Increased transaction costs associated with new regulations on banks and swaps markets could cause companies to reduce hedging activity and assume more risk from direct exposures to energy and other commodities, according to a new report from Greenwich Associates.


Although corporate users of derivatives have been isolated from the direct impact of new regulations in the United States and Europe by so-called “end-user exemptions,” new rules included in the Dodd-Frank Wall Street Reform and Consumer Protection Act and the Bank for International Settlements’ Basel  III standards will change the economics of the commodities derivatives business for banks.


Commodities, by their very nature of inherent volatility, are risk-weighted-asset intensive. As such, increased capital costs associated with new reserve requirements will have a significant impact on these businesses. At the same time, changes in derivatives rules will make it more expensive for banks themselves to hedge risks and will also force banks to incur the substantial costs of developing and operating the infrastructure needed to trade in newly created Swap Execution Facilities (SEFs) and Designated Contract Markets (DCMs). There will also be an increase in cost related to additional margin.


For banks that specialise in these products, these rising costs will eat into overall returns on equity, already substantially down from pre-2008 levels. Some institutions that are already adapting a more conservative stance as a follow-up to the credit crisis are likely to pull out from offering capital to some commodity-linked transactions.


These changes could prompt some large banks to exit the commodities derivatives market or scale back, which would limit competition and narrow companies’ choice of dealers.


They will almost definitely raise transaction costs for companies looking to hedge energy and other commodities exposures.


On a global basis, companies now hedge 53% of their commodities exposure financially, declining from 56% in 2009. By sector, oil and gas producers increased the proportion of their exposure hedged to over 61% — from 51% last year. “The likely result of regulatory changes is that corporates, facing higher costs to hedge, will hedge less and risk their own income statements,” says Greenwich Associates consultant Andrew Awad.

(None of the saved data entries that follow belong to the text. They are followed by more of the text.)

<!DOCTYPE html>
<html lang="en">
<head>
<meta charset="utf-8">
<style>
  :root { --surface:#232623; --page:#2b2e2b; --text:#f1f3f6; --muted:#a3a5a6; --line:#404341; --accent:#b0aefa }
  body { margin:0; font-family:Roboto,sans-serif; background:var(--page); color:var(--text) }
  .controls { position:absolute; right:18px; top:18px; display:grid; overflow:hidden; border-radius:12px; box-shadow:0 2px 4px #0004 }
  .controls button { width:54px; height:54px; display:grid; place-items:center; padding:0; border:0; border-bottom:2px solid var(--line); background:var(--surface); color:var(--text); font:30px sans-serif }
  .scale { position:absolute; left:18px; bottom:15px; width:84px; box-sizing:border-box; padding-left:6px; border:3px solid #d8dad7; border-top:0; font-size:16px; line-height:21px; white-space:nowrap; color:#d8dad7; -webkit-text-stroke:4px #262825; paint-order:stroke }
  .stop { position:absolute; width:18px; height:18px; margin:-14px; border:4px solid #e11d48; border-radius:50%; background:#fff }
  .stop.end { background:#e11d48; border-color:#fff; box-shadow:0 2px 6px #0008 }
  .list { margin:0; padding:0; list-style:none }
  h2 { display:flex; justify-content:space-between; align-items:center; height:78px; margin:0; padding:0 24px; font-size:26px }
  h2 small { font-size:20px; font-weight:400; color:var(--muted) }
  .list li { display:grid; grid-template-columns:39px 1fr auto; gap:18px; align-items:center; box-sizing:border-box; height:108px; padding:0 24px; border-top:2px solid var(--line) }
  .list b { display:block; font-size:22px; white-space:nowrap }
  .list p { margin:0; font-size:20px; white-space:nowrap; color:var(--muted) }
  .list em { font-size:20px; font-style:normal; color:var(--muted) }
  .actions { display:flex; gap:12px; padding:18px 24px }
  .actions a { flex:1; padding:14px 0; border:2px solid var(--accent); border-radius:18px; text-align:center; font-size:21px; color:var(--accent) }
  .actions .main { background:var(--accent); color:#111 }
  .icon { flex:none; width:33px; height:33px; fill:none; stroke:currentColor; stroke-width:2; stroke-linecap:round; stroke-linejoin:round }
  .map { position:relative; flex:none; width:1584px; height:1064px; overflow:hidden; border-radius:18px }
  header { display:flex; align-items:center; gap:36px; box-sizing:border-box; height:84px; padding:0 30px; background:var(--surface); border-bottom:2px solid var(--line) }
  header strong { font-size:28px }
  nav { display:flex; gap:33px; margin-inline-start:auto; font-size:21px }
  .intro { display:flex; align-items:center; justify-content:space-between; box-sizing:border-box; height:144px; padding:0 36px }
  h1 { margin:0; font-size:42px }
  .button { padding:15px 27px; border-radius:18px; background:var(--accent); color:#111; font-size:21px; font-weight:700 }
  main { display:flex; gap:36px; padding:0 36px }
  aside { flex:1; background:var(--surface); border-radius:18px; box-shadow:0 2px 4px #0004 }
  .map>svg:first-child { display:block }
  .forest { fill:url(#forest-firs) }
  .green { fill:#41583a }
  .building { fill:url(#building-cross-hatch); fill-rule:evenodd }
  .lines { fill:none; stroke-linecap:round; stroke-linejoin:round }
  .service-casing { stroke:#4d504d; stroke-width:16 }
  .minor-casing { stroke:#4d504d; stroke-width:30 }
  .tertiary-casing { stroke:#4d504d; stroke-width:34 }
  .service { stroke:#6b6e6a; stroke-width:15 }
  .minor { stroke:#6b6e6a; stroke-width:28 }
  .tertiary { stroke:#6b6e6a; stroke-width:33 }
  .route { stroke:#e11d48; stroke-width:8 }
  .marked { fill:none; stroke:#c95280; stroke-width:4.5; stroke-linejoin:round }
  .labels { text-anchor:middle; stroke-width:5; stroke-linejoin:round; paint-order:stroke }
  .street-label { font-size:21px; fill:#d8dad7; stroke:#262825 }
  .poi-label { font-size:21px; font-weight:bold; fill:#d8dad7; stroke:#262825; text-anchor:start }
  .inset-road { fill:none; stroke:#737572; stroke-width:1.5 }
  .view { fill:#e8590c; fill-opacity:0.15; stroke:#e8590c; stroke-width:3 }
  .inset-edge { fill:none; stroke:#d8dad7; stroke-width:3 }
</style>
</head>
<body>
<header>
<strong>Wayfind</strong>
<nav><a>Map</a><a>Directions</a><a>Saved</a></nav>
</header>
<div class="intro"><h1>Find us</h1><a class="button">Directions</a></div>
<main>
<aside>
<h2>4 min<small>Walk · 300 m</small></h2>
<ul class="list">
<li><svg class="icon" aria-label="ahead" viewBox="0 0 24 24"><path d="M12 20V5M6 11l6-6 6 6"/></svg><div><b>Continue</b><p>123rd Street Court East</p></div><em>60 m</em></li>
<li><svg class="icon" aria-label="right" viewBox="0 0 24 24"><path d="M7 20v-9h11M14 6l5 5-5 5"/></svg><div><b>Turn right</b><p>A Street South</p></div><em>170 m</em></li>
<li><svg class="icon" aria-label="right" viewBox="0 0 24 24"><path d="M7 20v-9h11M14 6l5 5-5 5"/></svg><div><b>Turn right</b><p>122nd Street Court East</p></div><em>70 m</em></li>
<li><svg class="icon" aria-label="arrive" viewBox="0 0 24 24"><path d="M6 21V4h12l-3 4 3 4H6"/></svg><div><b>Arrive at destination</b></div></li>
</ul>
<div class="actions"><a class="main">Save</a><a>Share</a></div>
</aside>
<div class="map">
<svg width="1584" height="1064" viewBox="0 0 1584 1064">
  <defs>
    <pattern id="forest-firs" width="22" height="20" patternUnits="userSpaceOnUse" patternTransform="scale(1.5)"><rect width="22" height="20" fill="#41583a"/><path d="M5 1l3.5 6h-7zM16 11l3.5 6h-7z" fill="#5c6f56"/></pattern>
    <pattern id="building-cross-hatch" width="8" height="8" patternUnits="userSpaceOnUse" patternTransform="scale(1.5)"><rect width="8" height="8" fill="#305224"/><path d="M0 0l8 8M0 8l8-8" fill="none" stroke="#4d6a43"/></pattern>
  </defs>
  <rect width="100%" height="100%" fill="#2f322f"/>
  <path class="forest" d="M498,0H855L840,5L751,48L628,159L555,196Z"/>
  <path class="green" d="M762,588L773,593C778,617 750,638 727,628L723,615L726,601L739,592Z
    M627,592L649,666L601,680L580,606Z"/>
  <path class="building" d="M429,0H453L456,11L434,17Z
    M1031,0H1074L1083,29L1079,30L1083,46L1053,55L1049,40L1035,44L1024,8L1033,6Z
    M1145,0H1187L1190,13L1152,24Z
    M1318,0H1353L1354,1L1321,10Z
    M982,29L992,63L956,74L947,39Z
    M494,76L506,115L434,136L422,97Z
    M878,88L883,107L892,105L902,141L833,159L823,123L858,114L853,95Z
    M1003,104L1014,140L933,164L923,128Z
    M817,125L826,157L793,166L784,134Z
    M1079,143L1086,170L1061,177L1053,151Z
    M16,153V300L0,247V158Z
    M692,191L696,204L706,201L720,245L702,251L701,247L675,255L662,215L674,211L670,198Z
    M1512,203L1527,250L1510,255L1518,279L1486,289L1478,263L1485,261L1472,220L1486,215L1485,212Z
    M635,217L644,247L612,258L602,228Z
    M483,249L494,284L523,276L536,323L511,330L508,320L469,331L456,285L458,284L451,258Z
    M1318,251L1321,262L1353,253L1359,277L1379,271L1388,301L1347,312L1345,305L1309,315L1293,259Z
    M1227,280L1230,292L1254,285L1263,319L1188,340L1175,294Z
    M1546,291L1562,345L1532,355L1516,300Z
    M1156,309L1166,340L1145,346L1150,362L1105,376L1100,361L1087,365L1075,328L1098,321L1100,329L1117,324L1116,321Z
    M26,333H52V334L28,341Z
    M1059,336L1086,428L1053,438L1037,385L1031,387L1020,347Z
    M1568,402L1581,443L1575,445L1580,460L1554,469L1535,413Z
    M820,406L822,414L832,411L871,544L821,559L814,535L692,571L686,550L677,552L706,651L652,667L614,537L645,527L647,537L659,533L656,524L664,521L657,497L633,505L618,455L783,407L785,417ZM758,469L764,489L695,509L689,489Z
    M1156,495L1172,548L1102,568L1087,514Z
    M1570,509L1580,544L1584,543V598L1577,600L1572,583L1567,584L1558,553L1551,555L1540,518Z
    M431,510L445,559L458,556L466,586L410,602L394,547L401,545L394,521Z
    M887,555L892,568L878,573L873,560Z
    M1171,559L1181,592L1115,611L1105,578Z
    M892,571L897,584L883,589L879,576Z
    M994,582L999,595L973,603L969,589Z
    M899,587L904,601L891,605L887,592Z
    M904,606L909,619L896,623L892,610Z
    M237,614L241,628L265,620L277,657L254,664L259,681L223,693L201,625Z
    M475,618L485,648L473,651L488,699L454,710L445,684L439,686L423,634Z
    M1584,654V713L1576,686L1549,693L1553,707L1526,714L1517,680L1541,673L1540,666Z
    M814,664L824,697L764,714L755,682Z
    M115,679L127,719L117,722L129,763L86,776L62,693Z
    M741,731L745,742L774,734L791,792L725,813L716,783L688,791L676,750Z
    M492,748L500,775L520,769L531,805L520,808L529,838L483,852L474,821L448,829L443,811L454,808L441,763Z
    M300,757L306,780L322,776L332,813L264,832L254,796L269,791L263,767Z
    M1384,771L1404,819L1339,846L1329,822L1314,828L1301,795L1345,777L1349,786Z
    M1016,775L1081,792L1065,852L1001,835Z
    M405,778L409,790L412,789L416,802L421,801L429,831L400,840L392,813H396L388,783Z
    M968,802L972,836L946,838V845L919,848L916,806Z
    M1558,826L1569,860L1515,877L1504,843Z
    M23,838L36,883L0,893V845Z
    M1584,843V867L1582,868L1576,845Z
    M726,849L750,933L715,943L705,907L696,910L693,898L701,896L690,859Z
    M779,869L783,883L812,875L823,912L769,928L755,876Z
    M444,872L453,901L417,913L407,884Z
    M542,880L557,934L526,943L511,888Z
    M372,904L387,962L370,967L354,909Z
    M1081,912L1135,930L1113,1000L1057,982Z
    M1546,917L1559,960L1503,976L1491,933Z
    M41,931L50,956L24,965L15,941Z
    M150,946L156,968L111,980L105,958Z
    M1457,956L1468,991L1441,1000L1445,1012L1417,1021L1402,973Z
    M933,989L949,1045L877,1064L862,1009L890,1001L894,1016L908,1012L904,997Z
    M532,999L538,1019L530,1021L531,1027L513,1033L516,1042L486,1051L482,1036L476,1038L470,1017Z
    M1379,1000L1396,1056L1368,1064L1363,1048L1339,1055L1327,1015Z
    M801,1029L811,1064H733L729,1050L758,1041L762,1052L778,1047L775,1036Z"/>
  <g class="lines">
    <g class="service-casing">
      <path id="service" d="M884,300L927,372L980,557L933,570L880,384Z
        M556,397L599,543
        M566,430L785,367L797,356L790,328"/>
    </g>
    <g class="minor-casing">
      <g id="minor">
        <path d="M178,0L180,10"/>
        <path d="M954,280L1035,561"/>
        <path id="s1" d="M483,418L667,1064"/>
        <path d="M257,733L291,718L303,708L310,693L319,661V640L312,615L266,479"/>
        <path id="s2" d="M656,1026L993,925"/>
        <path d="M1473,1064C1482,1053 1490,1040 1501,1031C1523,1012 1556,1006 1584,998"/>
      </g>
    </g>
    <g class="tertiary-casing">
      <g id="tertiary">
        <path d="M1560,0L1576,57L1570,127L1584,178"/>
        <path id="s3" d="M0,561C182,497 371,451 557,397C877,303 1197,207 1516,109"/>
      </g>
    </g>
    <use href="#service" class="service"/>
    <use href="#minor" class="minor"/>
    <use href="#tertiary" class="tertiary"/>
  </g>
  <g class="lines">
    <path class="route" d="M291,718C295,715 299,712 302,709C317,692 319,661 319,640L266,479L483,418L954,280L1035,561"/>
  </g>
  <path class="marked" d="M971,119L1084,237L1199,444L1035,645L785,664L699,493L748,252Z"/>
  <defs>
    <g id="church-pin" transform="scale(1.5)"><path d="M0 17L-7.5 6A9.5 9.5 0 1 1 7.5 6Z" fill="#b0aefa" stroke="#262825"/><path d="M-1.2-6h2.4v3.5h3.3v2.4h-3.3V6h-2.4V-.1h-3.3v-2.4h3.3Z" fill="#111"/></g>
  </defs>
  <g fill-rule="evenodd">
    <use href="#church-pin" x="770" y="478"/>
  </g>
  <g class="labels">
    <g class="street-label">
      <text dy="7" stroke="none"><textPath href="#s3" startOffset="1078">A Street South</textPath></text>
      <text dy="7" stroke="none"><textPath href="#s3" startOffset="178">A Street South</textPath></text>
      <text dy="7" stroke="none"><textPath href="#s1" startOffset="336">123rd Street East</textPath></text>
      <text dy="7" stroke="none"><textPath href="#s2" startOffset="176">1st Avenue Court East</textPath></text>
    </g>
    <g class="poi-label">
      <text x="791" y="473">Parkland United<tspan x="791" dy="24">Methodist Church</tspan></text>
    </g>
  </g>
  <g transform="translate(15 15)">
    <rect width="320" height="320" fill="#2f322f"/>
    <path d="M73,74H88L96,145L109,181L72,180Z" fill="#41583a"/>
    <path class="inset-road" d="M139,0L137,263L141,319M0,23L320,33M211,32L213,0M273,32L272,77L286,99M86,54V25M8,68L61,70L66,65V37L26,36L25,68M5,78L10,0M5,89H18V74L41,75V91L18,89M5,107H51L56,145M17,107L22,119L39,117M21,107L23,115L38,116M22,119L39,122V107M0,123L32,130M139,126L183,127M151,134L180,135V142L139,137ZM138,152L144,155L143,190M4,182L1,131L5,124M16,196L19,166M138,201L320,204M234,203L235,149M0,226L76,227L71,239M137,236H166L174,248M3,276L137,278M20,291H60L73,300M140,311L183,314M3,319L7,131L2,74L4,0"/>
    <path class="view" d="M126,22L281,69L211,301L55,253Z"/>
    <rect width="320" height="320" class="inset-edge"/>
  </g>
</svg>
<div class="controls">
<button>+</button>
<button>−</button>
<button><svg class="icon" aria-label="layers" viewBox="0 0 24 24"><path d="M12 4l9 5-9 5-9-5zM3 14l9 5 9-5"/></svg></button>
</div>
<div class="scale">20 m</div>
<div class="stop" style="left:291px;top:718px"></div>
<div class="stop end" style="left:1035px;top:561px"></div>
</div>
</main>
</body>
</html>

More Energy Firms See Central Clearing
Although most corporations that hedge their energy exposure expect to continue using bilateral OTC derivatives, a full one-quarter say they expect to increase the proportion of their business done on a centrally-cleared basis.


On average, companies execute just over 85% of their energy derivatives volume in OTC trades, those surveyed indicated, and less than 15% in exchange-traded futures and options. Of those that trade using OTC contracts, 88% of that volume is executed on a bilateral basis with the remaining 12% centrally-cleared.


Greenwich Associates does not expect to see a change in how companies execute their hedges.


“What’s really interesting is that contrary to expectations, a full 25% of corporates want to increase their trades on a centrally-cleared basis even though they don’t need to do so and they would also incur margin costs. What’s possibly driving this is credit capacity. Unsurprisingly, the highest proportion of these companies is in the oil and gas sector where derivative volumes are highest,” Andrew Awad said.


Heads in the Sand?
Delays in enacting the final rules may have many participants in Greenwich Associates research thinking that they will not be affected. At least half of those interviewed by Greenwich Associates expressed that view, while others said they had no idea how much they would be impacted.


“That reflects the uncertainty in the marketplace as to the implementation of the rules, but it also reflects a bit of a lack of reality,” said Andrew Awad. “There will be an impact, but it may be a delayed impact. Those who think the regulations won’t have much effect on their operations have their heads in the sand. Just because the regulations officially focus just on financial institutions it does not mean corporates won’t feel some pain.”